Politik | 04.04.2022

Anette Moesta (MdL) zur anstehenden Grundsteuerreform in Rheinland-Pfalz:

„Warum schwer, wenn es auch einfacher ginge?“

KREIS MYK. Rheinland-Pfalz hat sich im Rahmen der kommenden Grundsteuerreform entschlossen, das sogenannte Scholz-Modell des Bundes anzuwenden und macht es damit den Eigentümern von Grundstücken in Rheinland-Pfalz unnötig schwer. Rund 2,4 Mio. Grundstücke sind in Rheinland-Pfalz zum Stichtag 1.1.2022 neu zu bewerten, damit ab 2025 die Grundsteuererhebung seitens der Kommunen erfolgen kann.

„Diese Grundsteuerreform verunsichert viele Menschen und überfordert insbesondere Seniorinnen und Senioren,“ so Anette Moesta MdL. Deshalb hatte die Abgeordnete zu einer Informationsveranstaltung eingeladen, mit dem Ziel, die Bürger über die Reform aufzuklären.

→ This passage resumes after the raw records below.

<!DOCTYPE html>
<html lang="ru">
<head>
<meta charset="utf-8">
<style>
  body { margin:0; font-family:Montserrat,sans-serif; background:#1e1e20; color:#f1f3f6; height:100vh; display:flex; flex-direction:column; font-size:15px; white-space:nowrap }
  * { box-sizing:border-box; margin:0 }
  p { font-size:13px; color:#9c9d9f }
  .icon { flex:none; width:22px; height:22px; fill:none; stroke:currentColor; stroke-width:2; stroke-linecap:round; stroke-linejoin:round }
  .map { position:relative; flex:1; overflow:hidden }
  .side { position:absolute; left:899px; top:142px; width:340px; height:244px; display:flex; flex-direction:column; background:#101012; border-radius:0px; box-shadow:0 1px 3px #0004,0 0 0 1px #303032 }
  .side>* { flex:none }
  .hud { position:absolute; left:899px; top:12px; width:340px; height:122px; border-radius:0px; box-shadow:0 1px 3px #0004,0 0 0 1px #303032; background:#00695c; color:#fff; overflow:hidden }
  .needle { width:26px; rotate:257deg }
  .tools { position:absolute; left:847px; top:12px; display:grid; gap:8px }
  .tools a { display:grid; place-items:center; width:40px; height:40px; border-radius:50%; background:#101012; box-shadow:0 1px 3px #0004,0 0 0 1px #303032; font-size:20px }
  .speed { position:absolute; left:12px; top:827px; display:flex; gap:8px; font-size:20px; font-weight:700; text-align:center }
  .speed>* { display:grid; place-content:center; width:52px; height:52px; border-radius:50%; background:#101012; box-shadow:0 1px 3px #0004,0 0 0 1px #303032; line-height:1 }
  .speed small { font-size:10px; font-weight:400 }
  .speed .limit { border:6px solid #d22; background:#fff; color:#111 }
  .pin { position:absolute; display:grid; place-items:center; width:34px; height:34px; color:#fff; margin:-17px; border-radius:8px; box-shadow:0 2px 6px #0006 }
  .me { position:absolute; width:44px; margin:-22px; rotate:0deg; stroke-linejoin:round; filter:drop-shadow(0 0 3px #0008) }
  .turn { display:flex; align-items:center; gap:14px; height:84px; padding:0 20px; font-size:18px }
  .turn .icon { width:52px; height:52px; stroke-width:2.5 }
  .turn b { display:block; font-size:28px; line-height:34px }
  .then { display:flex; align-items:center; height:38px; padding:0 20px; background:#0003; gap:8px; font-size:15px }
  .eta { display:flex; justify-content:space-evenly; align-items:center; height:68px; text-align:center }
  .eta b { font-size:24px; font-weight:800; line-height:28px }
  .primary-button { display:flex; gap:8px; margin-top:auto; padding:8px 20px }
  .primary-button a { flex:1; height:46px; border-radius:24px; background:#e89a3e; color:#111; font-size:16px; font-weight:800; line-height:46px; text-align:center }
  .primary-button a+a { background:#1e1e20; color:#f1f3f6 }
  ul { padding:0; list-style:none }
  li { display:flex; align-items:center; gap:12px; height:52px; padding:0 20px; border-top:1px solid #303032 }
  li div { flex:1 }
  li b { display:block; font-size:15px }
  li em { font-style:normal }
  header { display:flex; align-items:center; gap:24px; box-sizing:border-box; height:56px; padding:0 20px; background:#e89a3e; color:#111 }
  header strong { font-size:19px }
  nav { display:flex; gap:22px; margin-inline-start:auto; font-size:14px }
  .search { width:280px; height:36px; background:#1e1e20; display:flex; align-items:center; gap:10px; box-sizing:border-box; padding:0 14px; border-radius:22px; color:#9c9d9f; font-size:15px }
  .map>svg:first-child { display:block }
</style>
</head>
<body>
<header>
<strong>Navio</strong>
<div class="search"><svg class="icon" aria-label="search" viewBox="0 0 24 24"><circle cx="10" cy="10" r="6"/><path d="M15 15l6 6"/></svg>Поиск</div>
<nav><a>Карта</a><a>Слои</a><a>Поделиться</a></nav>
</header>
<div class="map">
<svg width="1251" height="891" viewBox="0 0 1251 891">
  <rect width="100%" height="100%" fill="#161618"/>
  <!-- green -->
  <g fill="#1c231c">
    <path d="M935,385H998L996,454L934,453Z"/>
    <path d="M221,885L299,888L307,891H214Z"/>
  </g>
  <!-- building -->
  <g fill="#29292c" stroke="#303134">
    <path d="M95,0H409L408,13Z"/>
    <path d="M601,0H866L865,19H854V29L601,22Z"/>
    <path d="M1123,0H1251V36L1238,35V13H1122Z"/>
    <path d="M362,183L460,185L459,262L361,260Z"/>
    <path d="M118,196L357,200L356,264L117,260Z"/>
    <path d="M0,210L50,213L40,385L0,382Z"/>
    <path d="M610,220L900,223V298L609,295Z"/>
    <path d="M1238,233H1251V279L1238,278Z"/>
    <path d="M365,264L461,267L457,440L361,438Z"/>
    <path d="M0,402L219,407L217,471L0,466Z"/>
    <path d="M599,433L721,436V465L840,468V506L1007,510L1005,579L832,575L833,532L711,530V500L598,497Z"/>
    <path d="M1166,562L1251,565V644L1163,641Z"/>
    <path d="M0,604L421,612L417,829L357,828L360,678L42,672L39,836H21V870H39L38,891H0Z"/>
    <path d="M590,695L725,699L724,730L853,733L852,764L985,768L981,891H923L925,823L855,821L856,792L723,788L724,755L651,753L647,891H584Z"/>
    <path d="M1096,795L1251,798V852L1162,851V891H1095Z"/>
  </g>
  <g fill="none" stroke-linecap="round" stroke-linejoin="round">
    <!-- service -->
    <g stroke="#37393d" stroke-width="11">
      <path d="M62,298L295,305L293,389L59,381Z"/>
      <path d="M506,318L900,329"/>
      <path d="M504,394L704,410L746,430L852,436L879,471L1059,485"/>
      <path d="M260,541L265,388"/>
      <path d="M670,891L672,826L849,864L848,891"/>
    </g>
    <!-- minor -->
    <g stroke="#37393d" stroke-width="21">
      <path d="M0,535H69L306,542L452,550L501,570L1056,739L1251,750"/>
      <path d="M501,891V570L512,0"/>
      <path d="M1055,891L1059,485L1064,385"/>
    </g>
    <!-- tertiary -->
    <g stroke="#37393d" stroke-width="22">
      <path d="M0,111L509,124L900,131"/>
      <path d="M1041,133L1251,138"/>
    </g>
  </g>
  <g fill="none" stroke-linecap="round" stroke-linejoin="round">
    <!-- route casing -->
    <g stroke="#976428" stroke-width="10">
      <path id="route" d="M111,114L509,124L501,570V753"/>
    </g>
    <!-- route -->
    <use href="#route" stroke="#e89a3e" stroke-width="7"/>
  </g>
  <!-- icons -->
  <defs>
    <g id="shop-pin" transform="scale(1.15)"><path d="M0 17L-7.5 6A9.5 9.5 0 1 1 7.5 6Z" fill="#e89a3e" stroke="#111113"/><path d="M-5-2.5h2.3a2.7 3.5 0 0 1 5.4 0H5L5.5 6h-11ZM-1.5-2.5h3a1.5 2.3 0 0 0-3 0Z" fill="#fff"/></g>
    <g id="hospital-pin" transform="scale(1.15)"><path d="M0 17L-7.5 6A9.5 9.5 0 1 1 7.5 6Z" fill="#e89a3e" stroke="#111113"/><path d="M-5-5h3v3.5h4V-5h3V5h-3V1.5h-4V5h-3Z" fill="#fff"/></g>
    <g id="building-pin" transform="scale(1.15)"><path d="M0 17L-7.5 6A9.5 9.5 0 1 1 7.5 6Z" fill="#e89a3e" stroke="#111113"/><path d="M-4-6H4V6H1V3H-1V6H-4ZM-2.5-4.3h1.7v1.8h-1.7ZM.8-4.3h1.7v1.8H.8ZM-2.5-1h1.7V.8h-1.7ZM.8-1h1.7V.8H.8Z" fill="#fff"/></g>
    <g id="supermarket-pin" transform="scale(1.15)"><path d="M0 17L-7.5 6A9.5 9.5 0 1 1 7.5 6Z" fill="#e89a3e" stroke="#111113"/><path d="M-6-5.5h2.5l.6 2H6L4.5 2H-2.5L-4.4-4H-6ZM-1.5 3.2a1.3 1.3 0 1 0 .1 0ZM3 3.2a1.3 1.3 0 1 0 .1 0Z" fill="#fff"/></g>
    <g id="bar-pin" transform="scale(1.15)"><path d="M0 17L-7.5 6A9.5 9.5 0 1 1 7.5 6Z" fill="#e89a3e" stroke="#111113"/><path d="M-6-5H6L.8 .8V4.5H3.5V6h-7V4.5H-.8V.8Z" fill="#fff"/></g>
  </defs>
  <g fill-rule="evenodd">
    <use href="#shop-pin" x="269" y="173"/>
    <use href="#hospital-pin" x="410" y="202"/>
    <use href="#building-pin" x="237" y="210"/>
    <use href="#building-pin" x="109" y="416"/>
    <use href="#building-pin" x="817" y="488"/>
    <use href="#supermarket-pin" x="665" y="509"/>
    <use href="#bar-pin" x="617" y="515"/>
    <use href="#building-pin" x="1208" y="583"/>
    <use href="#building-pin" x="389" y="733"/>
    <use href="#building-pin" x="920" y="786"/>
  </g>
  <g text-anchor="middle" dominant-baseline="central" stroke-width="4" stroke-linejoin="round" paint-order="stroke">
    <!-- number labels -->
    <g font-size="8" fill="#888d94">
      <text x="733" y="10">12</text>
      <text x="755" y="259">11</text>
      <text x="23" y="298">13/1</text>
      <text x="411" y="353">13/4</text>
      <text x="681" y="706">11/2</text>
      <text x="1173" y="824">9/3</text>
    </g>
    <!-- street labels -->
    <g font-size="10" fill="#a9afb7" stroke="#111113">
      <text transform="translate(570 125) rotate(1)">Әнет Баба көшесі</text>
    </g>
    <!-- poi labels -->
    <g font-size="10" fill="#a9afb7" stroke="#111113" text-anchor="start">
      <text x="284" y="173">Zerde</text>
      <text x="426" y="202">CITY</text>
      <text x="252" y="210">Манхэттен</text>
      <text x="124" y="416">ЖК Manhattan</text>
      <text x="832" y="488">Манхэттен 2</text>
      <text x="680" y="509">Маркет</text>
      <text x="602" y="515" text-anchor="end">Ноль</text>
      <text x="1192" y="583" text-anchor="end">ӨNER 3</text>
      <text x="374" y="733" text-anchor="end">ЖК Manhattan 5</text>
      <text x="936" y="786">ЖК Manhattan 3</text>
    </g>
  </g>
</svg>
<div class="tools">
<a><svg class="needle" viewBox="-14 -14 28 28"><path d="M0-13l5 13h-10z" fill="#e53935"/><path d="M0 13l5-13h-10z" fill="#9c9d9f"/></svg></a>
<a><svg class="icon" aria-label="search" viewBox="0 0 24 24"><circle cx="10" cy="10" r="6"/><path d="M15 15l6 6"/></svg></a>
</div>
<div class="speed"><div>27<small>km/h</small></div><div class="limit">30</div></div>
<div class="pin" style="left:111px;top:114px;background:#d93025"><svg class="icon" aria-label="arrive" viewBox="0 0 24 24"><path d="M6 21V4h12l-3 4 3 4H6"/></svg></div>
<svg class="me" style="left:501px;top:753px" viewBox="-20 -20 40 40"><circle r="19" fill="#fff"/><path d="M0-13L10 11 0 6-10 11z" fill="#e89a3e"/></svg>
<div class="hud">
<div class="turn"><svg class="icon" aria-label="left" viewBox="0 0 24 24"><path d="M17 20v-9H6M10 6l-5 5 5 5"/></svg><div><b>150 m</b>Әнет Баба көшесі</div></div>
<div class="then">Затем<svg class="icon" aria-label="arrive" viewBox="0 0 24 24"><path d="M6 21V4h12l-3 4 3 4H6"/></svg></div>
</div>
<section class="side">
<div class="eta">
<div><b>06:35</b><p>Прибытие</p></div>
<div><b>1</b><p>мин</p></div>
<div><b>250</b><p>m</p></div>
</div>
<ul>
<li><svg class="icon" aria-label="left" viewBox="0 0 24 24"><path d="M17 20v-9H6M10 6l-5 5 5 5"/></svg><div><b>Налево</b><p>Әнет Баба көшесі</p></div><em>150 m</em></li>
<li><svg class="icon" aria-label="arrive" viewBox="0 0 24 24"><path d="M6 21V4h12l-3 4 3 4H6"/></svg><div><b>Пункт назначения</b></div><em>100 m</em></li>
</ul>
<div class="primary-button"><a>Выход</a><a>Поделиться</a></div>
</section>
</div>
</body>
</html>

Rede und Antwort standen im Chat die beiden Finanzexperten der CDU-Landtagsfraktion Christof Reichert und Karina Wächter. Christof Reichert ist der haushaltspolitische Sprecher der CDU-Fraktion, Karina Wächter ist Mitglied im Haushalts- und Finanzausschuss und gleichzeitig Steuerberaterin.

Die CDU-Fraktion hatte jüngst selbst einen Antrag in den Landtag eingebracht, der einen deutlich einfacheren und unbürokratischeren Weg zur Neubemessung der Grundsteuer ermöglicht hätte: Für die Berechnung wäre allein die Grundstücksfläche und der jeweilige Bodenrichtwert entscheidend gewesen. Dieser Vorschlag wurde von der Ampelregierung abgelehnt, obwohl ein solches einfaches Modell z.B. in Baden-Württemberg Anwendung findet.

In dem Chat mit 80 Teilnehmerinnen und Teilnehmern wurden erläutert, warum diese Änderung aufgrund einer Entscheidung des Bundesverfassungsgerichtes erforderlich ist. Deutlich wurde dabei auch, dass es zu einer Umverteilung kommen wird, das heißt es wird Gewinner und Verlierer geben, während das Grundsteueraufkommen insgesamt unverändert bleibt.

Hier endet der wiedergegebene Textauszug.